Au Pakistan, le chef des extrémistes anti-chiites a été arrêté
Est-ce le réveil des autorités du Pakistan face au péril du terrorisme anti-chiite ? La police pakistanaise a arrêté, vendredi 22 février, le chef du Lashkar-e-Jhangvi (LeJ), une organisation sunnite radicale responsable d’une vague sans précédent d’attaques contre des chiites. Le LeJ a revendiqué deux séries d’attentats, les 10 janvier et le 16 février, visant la communauté hazara d’obédience chiite à Quetta (Balouchistan), dont le bilan s’est monté à près de 200 morts. Sur l’ensemble de l’année 2012, 400 chiites avaient péri au Pakistan dans des opérations terroristes attribuées pour la plupart au LeJ, un groupe basé au Pendjab dont les connexions avec des noyaux d’Al-Qaida et les talibans pachtounes des zones tribales l’ont transformé en une organisation terroriste particulièrement meurtrière.

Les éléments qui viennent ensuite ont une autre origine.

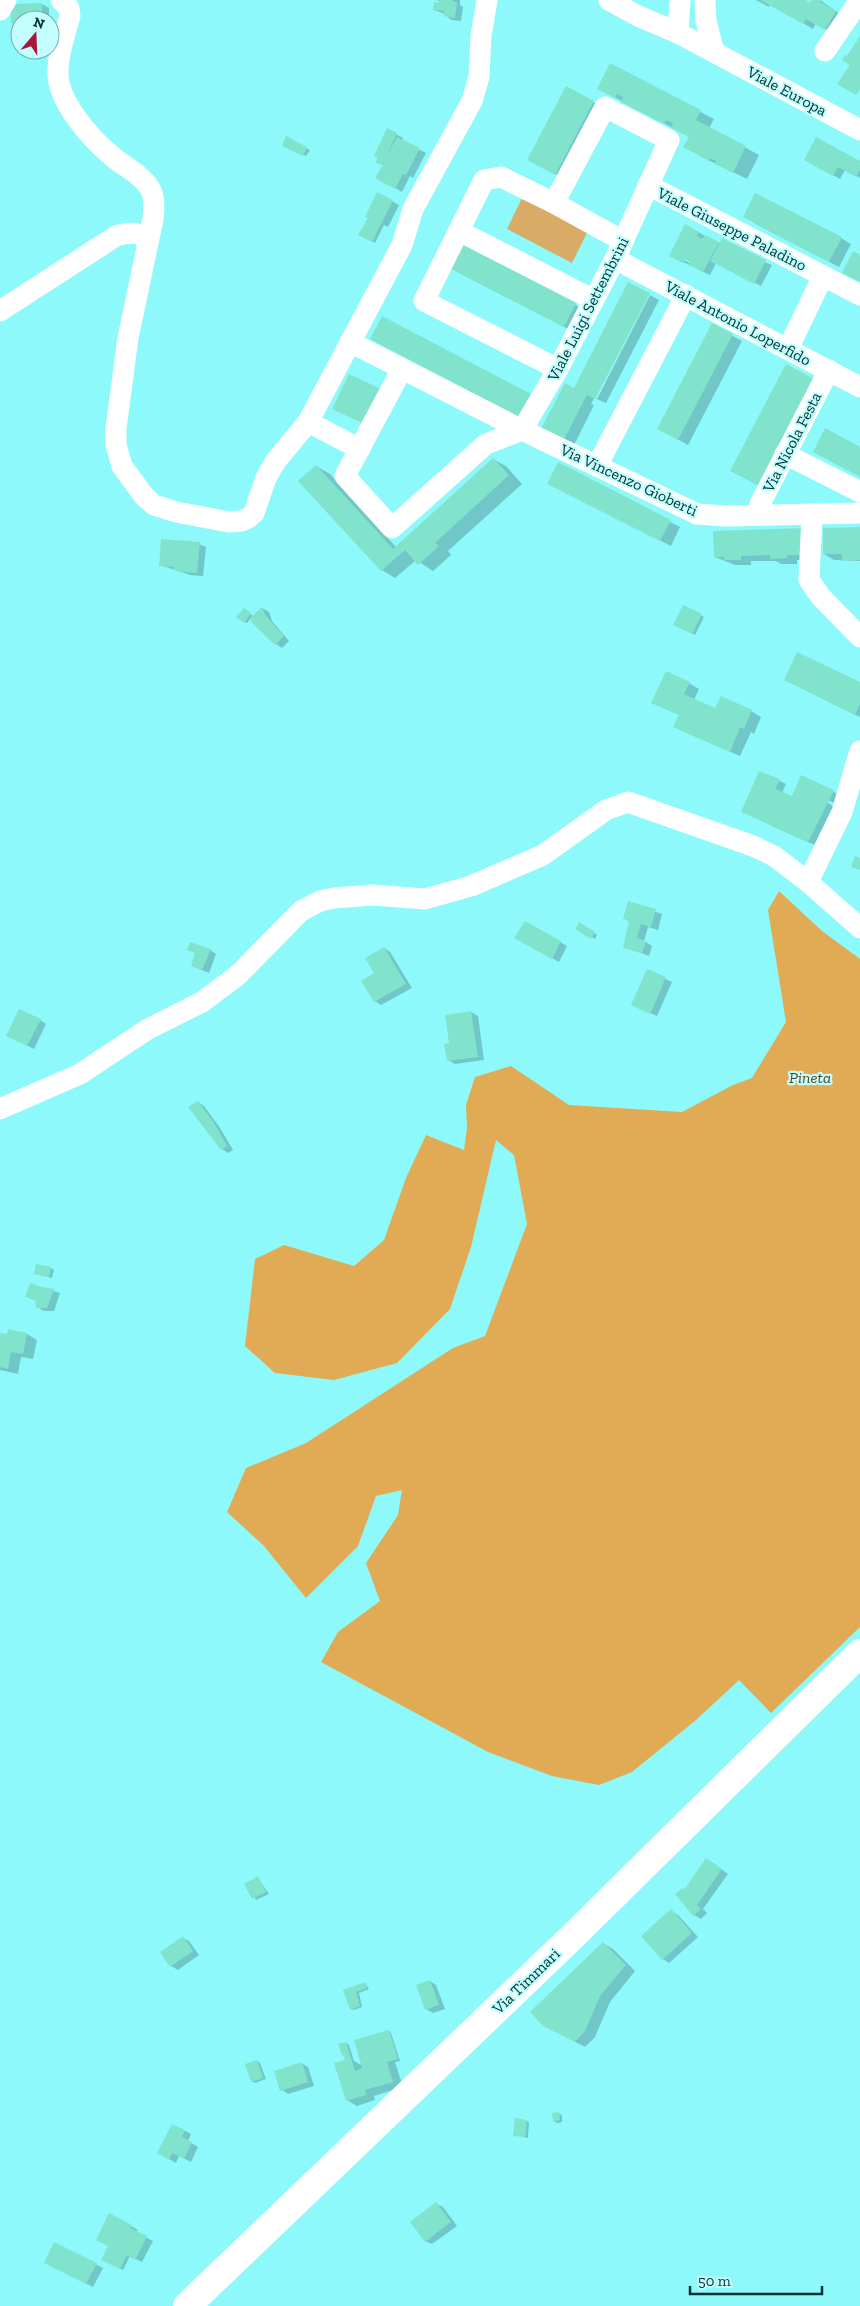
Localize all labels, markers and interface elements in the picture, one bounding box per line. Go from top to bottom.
north arrow [10,10,60,60]
text: N [31,13,47,33]
street label: Viale Europa [743,62,830,120]
street label: Viale Giuseppe Paladino [653,183,810,275]
street label: Viale Luigi Settembrini [543,233,633,385]
street label: Viale Antonio Loperfido [661,276,814,370]
street label: Via Nicola Festa [758,388,826,496]
street label: Via Vincenzo Gioberti [556,439,701,520]
park label: Pineta [789,1068,831,1087]
street label: Via Timmari [488,1944,564,2019]
scale bar [690,2264,822,2296]
text: 50 m [698,2272,731,2290]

DÉTENU POUR TROUBLE DE L’ORDRE PUBLIC
Agé de 53 ans, Malik Ishaq, le commandant en chef du LeJ, a été appréhendé à sa résidence de Rahim Yar Khan, un bourg du Pendjab du Sud. En l’absence de preuves sur son implication personnelle dans les attentats de Quetta à ce stade de l’enquête, il est détenu sous le chef d’avoir troublé l’ordre public avec ses discours de haine anti-chiite. Dans un entretien accordé à l’agence Reuters en octobre 2012, Malik Ishaq avaient qualifié les chiites de « plus grands infidèles sur terre ». Son arrestation semble indiquer que le gouvernement d’Islamabad s’est résolu à neutraliser le LeJ, qui avait jusque-là bénéficié d’une étrange tolérance. L’émotion suscitée au Pakistan et à l’étranger par la récente vague d’attentats a forcé les autorités à réagir.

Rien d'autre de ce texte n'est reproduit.